Two obvious things can go wrong here:
If two rectangles have overlapping y-ranges, you're in trouble: You'll find the first rectangle fine, then skip to the bottom Y-coordinate, ignoring all the pixels left or right of the rectangle you just found.
Even if there is only one rectangle, you assume that every pixel on the rectangle's border is different, and all the other pixels are identical. If that assumption isn't valid, you'll stop searching too early, and only find parts of rectangles.
If your images come from a scanner or digital camera, or if they contain lossy compression (jpeg) artifacts, the second assumption will almost certainly be wrong. To illustrate this, here's what I get when I mark every identical pixel the two jpg images you linked black, and every different pixel white:
What you see is not a rectangle. Instead, a lot of pixels around the rectangles you're looking for are different:
That's because of jpeg compression artifacts. But even if you used lossless source images, pixels at the borders might not form perfect rectangles, because of antialiasing or because the background just happens to have a similar color in that region.
You could try to improve your algorithm, but if you look at that border, you will find all kinds of ugly counterexamples to any geometric assumptions you'll make.
It would probably be better to implement this "the right way". Meaning:
Either implement a flood fill algorithm that erases different pixels (e.g. by setting them to identical or by storing a flag in a separate mask), then recursively checks if the 4 neighbor pixels.
Or implement a connected component labeling algorithm, that marks each different pixel with a temporary integer label, using clever data structures to keep track which temporary labels are connected. If you're only interested in a bounding box, you don't even have to merge the temporary labels, just merge the bounding boxes of adjacent labeled areas.
Connected component labeling is in general a bit faster, but is a bit trickier to get right than flood fill.
One last advice: I would rethink your "no 3rd party libraries" policy if I were you.

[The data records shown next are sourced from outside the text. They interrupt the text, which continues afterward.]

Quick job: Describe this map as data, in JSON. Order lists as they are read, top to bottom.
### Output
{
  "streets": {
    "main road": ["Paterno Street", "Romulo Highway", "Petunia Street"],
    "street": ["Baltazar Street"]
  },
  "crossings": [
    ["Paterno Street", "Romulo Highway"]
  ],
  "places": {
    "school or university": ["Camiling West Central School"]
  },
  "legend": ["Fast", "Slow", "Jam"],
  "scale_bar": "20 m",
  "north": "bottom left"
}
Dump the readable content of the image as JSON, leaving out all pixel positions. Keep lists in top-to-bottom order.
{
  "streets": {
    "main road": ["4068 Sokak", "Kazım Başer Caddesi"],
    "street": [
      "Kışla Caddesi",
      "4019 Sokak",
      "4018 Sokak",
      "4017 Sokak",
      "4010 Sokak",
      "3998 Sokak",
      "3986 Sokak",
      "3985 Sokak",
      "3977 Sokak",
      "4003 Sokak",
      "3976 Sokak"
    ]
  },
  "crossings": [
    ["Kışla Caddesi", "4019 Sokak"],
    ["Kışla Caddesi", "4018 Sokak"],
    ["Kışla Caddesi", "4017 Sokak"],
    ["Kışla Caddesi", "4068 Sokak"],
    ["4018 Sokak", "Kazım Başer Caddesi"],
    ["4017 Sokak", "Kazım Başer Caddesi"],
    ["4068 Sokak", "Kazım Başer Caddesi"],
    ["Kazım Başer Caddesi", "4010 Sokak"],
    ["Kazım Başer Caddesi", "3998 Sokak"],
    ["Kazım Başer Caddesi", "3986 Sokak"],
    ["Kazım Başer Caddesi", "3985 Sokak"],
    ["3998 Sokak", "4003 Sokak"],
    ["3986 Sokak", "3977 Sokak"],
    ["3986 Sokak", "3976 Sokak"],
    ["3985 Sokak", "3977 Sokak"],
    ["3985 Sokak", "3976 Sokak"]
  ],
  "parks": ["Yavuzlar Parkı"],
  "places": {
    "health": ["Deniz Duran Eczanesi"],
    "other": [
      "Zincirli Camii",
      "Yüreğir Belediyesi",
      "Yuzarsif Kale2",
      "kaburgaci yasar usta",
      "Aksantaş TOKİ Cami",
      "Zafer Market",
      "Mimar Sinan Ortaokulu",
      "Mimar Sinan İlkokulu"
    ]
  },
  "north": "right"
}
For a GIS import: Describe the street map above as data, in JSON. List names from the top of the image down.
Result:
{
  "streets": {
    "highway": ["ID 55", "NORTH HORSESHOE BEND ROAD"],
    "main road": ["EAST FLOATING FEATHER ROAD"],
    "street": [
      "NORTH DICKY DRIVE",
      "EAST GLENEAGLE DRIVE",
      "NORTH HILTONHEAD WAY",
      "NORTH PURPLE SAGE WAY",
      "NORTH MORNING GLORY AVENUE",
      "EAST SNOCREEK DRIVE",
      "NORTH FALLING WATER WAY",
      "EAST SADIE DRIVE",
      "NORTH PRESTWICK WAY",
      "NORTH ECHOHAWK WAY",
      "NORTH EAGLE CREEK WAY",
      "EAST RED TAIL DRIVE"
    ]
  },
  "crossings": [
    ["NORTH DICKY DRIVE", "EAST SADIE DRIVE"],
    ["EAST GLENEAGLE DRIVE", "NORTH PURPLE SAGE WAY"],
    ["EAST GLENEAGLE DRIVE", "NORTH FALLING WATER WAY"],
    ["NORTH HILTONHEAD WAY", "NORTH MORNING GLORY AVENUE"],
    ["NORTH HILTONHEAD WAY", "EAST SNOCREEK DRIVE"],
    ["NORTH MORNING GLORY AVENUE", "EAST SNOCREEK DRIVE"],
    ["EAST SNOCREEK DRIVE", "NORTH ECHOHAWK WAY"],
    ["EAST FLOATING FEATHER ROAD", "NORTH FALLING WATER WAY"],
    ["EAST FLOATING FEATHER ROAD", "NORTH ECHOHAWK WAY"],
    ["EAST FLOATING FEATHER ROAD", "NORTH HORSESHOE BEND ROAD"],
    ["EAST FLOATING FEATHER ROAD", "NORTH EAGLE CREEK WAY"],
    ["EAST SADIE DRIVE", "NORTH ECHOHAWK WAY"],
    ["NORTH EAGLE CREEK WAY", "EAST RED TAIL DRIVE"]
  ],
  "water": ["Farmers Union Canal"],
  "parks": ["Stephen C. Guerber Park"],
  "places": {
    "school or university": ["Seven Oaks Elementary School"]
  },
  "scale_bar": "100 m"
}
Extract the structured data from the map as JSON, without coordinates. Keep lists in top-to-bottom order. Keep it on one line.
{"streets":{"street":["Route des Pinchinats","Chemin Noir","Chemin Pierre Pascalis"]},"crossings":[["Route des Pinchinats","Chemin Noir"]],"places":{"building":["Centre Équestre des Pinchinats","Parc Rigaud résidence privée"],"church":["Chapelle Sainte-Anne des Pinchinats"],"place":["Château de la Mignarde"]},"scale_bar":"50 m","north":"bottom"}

Even if your final product will contain no 3rd party libraries, development might by a lot faster if you used well-documented, well-tested, useful building blocks from a library, then replaced them one by one with your own code. (And who knows, you might even find an open source library with a suitable license that's so much faster than your own code that you'll stick with it in the end...)
ADD: In case you want to rethink your "no libraries" position: Here's a quick and simple implementation using AForge (which has a more permissive library than emgucv):
private static void ProcessImages()
{
(* load images *)
var img1 = AForge.Imaging.Image.FromFile(#"compare1.jpg");
var img2 = AForge.Imaging.Image.FromFile(#"compare2.jpg");
(* calculate absolute difference *)
var difference = new AForge.Imaging.Filters.ThresholdedDifference(15)
{OverlayImage = img1}
.Apply(img2);
(* create and initialize the blob counter *)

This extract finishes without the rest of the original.